Stored items
*****
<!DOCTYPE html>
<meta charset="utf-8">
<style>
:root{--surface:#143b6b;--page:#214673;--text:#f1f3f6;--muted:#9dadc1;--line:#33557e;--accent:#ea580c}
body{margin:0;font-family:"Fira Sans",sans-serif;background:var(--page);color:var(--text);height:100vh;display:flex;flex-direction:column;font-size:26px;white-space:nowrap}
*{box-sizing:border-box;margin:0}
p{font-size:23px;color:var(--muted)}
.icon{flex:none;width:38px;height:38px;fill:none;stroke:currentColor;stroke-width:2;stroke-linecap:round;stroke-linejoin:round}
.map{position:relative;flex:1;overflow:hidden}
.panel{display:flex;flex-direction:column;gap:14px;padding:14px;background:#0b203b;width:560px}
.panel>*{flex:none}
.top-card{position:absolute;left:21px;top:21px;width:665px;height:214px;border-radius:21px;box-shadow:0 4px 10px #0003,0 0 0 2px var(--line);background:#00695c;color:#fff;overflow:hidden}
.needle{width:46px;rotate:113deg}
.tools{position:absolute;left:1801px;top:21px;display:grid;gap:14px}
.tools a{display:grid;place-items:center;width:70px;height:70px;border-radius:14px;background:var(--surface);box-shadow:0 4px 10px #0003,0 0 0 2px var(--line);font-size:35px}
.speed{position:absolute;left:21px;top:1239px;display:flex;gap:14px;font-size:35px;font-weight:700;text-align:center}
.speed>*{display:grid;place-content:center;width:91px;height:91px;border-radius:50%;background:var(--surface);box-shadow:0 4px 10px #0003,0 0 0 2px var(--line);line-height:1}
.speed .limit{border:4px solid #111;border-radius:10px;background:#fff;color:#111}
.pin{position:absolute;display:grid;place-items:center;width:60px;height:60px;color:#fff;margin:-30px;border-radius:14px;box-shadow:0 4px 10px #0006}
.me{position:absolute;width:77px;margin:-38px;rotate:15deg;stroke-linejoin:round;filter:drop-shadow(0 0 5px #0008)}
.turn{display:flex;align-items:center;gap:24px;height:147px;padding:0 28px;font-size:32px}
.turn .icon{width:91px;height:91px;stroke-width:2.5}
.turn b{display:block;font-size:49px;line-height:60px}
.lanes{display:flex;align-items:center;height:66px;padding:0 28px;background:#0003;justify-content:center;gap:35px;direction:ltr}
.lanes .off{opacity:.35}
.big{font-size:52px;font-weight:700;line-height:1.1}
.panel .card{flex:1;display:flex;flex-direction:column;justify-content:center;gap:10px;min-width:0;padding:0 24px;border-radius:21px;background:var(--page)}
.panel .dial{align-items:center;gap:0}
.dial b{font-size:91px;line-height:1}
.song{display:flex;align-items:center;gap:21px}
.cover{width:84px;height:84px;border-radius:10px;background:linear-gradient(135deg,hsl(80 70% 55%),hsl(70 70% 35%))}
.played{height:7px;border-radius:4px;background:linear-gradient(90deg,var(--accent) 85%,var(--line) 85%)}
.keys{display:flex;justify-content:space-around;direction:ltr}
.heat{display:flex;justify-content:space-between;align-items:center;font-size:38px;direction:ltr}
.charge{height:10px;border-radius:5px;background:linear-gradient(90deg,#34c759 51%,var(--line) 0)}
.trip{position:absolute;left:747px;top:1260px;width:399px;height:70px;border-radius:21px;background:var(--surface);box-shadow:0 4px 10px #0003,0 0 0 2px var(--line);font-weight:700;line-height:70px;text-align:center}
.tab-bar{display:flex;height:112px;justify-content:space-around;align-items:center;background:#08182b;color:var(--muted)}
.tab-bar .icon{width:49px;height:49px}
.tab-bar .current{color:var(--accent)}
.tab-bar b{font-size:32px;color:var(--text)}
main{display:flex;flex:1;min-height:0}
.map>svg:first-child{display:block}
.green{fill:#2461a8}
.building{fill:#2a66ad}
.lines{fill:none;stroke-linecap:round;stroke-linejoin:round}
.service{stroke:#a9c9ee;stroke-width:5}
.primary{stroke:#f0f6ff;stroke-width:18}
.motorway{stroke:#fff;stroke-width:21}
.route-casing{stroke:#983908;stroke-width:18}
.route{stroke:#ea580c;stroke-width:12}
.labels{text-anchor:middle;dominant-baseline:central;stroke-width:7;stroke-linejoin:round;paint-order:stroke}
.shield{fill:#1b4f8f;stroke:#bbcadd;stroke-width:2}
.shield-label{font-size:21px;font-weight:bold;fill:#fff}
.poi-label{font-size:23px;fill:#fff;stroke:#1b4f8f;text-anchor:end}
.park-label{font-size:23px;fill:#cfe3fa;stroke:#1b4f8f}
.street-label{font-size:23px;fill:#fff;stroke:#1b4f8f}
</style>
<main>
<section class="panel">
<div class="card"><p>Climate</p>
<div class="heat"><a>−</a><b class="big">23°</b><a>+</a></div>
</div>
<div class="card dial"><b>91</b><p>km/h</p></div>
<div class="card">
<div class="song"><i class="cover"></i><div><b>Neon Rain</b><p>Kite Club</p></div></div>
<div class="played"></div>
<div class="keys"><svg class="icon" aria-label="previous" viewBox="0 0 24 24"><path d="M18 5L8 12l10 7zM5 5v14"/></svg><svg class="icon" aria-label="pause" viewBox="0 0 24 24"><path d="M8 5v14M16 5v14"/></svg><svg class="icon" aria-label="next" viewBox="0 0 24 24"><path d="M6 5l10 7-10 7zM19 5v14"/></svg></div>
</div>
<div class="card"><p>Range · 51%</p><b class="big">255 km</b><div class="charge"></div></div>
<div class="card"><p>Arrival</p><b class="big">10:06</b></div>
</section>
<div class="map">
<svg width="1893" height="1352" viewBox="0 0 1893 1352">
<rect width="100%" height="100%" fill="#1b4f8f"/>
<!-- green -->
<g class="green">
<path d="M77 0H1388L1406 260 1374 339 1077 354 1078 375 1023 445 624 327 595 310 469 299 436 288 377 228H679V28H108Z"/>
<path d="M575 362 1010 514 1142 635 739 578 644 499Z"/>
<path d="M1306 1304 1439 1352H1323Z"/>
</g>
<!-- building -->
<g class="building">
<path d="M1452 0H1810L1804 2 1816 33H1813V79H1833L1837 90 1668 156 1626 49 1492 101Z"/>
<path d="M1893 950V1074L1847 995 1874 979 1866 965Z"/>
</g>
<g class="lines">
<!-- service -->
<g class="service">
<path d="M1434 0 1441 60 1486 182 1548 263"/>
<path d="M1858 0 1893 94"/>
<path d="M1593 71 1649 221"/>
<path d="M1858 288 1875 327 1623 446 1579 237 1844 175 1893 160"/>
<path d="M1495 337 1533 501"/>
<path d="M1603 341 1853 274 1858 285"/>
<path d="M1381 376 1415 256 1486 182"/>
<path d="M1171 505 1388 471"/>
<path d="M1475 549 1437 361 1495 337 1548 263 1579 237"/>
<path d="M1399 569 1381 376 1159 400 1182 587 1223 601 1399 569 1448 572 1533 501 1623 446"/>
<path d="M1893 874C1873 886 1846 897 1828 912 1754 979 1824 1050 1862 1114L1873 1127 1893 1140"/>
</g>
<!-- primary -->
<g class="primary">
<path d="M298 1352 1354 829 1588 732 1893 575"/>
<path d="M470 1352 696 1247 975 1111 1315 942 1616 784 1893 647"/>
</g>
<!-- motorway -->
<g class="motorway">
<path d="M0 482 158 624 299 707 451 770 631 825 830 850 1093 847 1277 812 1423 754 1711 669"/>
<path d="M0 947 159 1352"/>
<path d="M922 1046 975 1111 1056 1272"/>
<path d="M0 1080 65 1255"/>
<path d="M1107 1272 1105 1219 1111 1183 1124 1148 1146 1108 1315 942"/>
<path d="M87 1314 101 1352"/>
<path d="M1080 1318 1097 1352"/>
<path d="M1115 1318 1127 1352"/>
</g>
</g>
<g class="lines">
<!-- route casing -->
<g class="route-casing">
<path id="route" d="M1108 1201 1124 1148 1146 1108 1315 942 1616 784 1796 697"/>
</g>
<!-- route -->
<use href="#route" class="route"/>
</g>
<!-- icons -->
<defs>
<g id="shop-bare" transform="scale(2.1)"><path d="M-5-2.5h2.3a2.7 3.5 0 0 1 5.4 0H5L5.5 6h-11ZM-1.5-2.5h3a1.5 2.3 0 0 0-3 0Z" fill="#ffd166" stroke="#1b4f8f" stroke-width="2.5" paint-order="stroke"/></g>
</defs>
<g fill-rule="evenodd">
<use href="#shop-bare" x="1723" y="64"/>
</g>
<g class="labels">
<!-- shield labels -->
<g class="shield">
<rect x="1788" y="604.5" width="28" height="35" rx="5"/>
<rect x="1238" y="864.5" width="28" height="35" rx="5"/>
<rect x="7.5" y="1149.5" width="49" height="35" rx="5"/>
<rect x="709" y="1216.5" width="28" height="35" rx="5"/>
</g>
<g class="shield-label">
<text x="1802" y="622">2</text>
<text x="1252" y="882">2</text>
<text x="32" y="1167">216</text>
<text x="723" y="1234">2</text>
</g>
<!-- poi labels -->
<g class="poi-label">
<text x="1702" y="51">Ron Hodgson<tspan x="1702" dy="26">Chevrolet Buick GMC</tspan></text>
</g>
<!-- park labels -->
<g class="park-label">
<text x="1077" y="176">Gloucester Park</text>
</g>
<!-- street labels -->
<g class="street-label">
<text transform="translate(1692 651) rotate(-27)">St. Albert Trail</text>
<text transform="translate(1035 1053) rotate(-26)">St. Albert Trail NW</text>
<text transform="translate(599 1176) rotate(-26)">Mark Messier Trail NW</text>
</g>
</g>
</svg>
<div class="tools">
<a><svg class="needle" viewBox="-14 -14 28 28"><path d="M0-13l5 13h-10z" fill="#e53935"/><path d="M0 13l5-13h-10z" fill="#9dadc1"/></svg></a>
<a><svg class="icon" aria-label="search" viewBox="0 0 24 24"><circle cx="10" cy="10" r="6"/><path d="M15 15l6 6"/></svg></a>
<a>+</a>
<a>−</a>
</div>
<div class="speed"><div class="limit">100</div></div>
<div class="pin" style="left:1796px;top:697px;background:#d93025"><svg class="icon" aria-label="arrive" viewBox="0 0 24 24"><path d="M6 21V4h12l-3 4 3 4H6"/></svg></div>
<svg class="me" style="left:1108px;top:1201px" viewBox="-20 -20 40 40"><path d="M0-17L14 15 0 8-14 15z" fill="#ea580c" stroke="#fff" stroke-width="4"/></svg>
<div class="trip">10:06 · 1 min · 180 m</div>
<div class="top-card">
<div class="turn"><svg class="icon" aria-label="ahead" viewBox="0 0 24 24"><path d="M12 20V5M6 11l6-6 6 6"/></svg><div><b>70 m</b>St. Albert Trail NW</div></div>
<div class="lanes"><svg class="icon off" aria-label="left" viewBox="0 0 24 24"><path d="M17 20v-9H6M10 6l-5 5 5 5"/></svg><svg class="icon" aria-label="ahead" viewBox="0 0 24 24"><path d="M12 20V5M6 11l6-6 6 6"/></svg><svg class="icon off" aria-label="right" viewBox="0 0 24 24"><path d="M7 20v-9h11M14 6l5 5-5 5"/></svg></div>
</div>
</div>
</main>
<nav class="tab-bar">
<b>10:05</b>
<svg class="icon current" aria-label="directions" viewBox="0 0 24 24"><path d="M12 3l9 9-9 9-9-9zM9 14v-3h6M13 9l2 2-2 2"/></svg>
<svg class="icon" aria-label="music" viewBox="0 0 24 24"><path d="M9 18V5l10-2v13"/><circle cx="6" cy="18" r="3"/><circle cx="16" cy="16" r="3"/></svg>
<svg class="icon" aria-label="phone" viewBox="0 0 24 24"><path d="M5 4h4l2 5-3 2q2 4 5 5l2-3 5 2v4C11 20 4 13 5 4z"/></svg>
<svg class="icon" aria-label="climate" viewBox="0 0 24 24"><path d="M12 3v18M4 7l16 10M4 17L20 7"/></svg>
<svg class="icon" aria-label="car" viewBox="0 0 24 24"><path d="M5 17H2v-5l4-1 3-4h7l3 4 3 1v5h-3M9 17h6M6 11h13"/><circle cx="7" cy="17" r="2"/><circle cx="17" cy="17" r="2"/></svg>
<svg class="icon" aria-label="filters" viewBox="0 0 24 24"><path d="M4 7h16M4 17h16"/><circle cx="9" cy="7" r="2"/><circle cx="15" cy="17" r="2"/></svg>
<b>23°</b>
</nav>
*****
● What is expected
If the string "gradient" is in a line of the entries, pick that line out.

● Output below
.cover{width:84px;height:84px;border-radius:10px;background:linear-gradient(135deg,hsl(80 70% 55%),hsl(70 70% 35%))}
.played{height:7px;border-radius:4px;background:linear-gradient(90deg,var(--accent) 85%,var(--line) 85%)}
.charge{height:10px;border-radius:5px;background:linear-gradient(90deg,#34c759 51%,var(--line) 0)}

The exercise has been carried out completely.